EXERCISE INSTRUCTIONS: Where in the data below does the word "restore" appear? Copy every line that has it.

Dataset entries
---

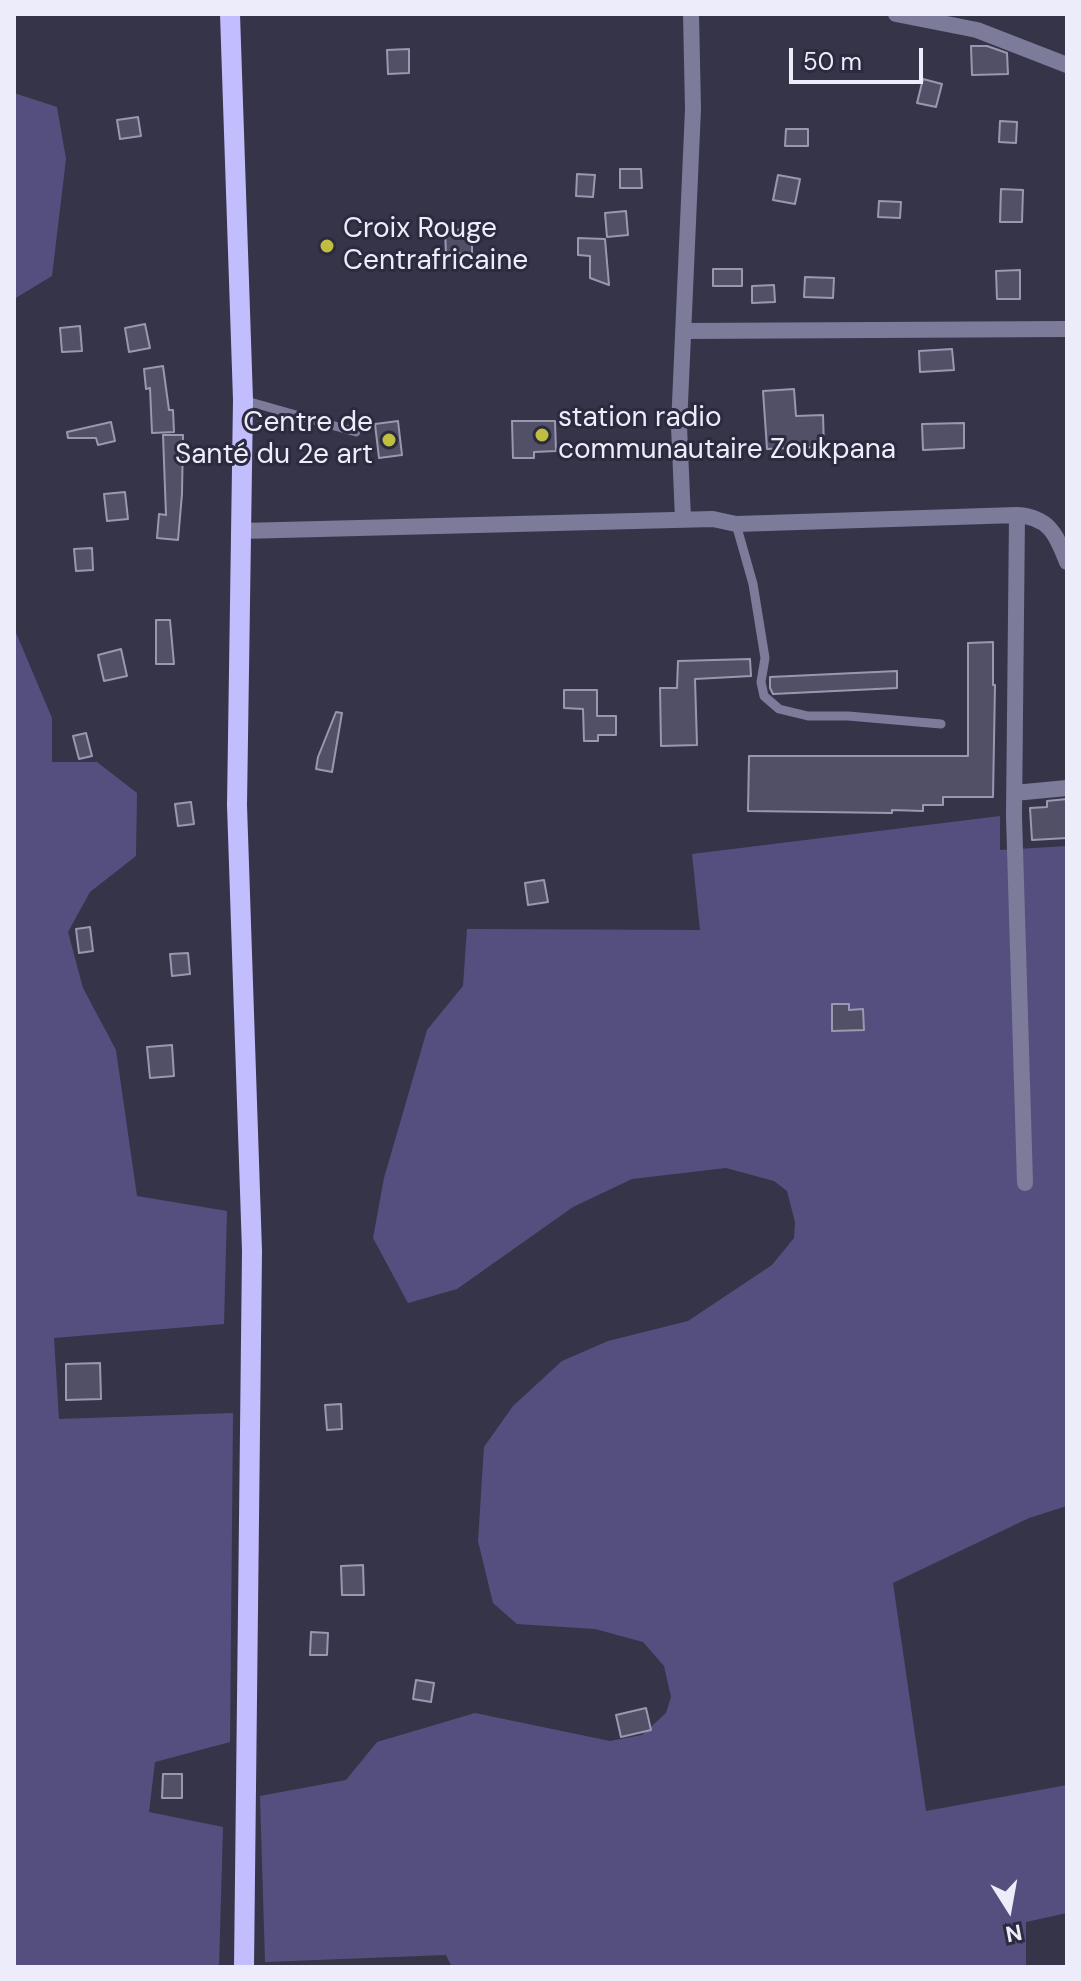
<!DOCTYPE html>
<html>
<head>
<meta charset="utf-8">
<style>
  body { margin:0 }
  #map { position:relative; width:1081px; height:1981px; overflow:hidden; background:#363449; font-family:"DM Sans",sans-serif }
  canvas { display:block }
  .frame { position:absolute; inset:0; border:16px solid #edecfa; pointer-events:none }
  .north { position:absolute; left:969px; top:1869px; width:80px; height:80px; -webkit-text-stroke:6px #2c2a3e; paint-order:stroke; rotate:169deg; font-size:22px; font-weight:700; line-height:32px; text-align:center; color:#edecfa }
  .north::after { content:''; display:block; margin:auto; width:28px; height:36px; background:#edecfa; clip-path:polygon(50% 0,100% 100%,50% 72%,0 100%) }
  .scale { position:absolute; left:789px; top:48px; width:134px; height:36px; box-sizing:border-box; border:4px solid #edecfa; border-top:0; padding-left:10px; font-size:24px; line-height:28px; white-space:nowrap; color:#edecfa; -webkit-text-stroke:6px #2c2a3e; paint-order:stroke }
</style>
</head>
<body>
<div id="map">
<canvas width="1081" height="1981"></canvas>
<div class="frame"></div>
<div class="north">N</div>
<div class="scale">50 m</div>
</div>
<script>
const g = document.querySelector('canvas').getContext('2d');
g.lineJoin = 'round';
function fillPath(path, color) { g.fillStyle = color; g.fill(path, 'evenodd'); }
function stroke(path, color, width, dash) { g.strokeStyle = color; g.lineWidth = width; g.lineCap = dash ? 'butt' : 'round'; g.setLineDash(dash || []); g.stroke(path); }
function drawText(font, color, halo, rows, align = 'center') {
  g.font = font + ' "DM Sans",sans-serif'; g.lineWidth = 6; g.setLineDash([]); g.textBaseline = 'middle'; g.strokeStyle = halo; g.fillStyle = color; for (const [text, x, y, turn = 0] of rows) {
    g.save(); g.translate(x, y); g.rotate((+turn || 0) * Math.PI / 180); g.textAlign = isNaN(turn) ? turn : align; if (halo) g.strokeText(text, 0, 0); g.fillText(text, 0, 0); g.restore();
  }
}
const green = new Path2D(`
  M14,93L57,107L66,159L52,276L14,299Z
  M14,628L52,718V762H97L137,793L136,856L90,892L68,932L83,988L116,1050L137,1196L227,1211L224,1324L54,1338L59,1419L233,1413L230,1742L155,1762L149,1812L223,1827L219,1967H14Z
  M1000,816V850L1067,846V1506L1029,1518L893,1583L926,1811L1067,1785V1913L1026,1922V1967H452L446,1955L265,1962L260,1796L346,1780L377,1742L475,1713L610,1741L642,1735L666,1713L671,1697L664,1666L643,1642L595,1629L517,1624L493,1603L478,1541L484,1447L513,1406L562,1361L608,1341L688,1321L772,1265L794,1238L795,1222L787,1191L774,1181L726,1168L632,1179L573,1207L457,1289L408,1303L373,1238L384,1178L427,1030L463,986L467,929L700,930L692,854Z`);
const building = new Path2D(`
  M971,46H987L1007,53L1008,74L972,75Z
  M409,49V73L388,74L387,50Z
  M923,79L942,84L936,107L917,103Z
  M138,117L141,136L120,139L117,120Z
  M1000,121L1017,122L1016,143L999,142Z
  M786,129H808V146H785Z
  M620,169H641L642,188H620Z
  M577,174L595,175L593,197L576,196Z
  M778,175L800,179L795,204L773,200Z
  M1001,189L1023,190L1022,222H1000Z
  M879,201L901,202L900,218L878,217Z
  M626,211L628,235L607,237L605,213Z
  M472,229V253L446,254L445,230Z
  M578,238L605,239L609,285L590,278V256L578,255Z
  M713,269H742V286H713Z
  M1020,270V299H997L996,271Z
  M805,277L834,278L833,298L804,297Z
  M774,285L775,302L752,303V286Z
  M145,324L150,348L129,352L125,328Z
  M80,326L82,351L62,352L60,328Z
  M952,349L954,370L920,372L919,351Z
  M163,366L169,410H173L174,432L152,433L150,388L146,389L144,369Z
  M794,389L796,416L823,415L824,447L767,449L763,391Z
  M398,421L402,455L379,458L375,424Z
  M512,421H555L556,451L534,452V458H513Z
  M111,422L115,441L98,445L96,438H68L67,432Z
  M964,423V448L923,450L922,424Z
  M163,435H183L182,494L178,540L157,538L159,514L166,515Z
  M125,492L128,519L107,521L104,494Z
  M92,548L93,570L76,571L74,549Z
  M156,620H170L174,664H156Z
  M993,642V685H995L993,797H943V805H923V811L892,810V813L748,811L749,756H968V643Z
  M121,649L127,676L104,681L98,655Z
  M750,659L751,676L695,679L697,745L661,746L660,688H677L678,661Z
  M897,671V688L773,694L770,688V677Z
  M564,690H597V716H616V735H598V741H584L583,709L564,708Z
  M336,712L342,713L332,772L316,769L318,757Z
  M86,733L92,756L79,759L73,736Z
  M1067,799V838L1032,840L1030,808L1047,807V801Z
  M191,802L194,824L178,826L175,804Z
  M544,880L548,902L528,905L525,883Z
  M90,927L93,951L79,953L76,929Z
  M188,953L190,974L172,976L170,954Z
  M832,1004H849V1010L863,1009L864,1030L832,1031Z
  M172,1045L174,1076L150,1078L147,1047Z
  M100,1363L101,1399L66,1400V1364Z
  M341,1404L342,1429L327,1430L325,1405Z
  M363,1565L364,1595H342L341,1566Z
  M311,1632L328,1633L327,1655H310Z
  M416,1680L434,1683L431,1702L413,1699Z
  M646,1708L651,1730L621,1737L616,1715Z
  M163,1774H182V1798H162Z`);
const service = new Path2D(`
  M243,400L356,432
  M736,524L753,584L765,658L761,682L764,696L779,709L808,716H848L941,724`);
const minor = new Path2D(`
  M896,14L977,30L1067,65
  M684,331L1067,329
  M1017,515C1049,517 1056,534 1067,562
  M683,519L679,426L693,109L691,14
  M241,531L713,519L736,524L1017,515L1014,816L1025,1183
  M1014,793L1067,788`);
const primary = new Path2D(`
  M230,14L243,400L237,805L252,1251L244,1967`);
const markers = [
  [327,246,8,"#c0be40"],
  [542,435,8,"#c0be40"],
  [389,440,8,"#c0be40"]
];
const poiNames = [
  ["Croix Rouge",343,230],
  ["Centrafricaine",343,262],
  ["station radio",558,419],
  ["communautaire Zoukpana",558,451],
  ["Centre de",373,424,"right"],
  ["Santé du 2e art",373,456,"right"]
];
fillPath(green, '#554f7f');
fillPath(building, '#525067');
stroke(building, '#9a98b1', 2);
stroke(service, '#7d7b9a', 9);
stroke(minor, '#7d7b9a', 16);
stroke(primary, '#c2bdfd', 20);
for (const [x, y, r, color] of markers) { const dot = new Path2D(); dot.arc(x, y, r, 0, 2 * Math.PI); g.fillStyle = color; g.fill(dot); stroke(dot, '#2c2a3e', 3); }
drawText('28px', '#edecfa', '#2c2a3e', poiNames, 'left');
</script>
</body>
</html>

---

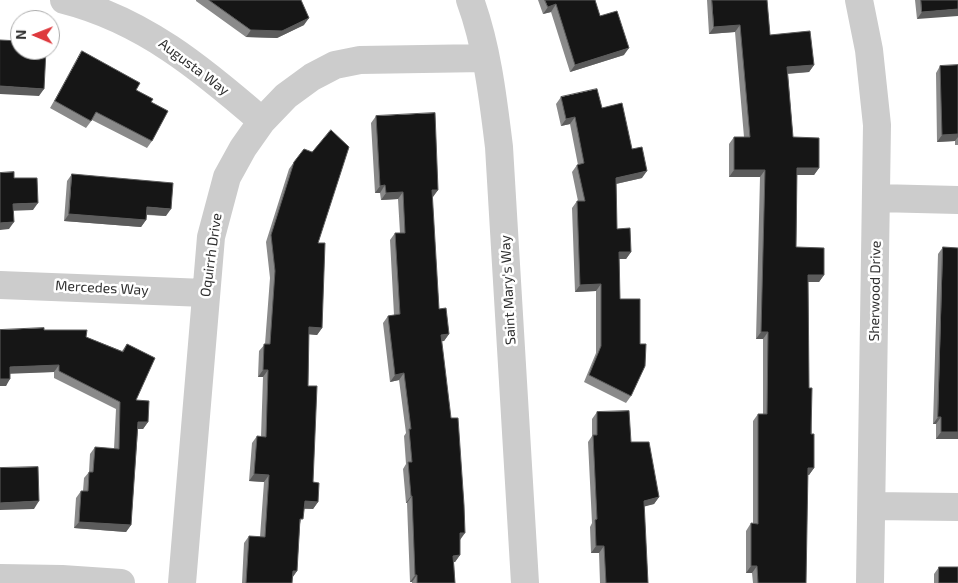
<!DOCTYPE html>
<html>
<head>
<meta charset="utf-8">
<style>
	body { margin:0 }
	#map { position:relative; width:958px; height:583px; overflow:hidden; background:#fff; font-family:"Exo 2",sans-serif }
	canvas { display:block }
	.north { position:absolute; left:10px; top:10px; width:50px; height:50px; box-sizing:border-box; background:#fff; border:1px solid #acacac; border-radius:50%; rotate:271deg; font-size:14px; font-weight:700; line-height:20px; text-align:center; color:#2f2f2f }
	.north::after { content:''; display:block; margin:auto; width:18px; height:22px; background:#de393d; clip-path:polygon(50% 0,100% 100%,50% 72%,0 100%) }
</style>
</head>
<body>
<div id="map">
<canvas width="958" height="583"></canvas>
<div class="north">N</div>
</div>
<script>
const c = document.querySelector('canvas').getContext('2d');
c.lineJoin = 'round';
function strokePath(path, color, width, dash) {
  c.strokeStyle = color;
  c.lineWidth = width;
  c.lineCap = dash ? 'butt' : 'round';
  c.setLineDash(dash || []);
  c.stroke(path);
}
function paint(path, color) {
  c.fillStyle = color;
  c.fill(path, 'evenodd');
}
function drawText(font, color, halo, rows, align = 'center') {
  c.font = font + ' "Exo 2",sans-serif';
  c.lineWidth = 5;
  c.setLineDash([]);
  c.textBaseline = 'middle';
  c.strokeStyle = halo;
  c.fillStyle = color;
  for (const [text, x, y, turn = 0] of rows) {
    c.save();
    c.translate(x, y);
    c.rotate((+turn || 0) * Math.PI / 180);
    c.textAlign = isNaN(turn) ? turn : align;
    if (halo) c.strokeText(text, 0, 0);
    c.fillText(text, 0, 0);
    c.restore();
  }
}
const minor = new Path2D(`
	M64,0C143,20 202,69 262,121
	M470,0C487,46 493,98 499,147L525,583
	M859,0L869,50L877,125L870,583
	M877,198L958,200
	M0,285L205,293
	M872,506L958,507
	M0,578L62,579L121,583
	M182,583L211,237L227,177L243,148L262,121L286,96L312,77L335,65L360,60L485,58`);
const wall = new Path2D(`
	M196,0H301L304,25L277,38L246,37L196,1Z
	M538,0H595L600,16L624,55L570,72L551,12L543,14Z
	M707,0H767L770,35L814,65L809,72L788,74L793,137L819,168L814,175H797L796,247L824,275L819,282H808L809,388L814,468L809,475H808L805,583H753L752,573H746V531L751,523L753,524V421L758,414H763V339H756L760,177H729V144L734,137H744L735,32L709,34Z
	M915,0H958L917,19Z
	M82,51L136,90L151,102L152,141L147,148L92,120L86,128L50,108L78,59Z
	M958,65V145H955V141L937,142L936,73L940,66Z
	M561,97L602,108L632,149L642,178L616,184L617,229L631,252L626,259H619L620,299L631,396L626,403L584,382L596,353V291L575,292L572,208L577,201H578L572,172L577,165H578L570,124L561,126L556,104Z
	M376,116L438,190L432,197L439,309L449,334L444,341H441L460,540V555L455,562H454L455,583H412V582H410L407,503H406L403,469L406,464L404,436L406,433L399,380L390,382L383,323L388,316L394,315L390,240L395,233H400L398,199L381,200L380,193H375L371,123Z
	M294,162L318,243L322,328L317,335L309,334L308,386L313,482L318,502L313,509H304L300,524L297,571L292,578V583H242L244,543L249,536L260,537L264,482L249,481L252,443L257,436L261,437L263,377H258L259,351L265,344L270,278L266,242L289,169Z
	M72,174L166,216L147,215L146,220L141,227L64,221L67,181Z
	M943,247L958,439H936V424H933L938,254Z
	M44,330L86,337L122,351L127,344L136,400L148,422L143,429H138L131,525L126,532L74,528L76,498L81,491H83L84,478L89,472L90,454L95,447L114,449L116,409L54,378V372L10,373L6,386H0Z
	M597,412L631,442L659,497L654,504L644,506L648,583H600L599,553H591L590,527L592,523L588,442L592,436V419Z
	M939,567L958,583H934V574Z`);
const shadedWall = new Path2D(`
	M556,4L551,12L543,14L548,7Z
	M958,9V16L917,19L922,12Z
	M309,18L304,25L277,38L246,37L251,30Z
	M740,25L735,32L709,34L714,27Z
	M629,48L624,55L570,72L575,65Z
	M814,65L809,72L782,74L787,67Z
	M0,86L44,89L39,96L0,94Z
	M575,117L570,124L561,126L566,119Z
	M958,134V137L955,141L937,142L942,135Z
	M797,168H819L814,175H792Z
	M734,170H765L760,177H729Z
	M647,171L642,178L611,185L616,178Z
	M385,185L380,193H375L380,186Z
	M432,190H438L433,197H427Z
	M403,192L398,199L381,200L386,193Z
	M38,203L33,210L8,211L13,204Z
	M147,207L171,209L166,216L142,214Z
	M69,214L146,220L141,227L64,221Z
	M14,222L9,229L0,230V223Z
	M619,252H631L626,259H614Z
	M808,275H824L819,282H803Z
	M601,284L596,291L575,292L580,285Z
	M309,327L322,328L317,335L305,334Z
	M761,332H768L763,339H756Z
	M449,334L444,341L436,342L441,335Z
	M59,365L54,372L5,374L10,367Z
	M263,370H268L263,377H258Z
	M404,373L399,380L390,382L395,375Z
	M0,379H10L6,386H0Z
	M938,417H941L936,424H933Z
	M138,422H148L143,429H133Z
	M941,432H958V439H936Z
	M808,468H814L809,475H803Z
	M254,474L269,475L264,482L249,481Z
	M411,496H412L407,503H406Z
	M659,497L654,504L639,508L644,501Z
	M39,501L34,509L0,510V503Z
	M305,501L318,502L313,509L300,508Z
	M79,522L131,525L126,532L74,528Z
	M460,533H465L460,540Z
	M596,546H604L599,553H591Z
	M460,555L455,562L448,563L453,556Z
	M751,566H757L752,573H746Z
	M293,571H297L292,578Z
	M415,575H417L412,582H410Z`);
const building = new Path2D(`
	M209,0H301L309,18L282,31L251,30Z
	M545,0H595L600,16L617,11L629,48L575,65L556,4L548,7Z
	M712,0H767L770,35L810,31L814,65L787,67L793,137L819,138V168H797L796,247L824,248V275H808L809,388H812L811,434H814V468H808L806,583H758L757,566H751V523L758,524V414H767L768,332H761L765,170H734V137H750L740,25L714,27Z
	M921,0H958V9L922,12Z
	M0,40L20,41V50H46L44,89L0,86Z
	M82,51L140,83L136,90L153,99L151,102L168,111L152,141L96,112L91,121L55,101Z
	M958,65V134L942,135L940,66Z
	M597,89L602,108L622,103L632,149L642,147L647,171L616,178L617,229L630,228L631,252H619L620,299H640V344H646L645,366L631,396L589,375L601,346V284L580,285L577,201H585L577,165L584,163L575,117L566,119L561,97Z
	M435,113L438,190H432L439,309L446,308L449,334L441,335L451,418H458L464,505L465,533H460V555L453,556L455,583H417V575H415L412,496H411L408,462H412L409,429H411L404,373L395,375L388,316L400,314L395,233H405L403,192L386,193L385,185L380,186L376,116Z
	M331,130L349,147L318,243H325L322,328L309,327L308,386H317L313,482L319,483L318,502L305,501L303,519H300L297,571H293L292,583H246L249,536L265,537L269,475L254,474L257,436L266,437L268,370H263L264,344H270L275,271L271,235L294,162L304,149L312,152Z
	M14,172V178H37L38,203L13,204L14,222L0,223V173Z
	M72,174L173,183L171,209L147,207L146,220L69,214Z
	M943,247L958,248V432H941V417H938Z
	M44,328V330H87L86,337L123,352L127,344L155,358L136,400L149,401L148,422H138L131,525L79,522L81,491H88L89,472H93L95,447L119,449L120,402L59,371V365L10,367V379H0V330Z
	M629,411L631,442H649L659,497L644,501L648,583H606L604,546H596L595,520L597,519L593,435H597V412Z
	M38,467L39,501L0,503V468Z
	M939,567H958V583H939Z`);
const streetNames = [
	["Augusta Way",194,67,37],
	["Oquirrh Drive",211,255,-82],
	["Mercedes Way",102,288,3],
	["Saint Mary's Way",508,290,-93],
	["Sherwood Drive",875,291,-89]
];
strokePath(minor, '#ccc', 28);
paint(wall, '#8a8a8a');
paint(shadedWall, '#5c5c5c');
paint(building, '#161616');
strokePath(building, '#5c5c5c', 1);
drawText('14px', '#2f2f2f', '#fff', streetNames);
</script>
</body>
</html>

---

SOLUTION TO THIS EXERCISE:
    g.save(); g.translate(x, y); g.rotate((+turn || 0) * Math.PI / 180); g.textAlign = isNaN(turn) ? turn : align; if (halo) g.strokeText(text, 0, 0); g.fillText(text, 0, 0); g.restore();
    c.restore();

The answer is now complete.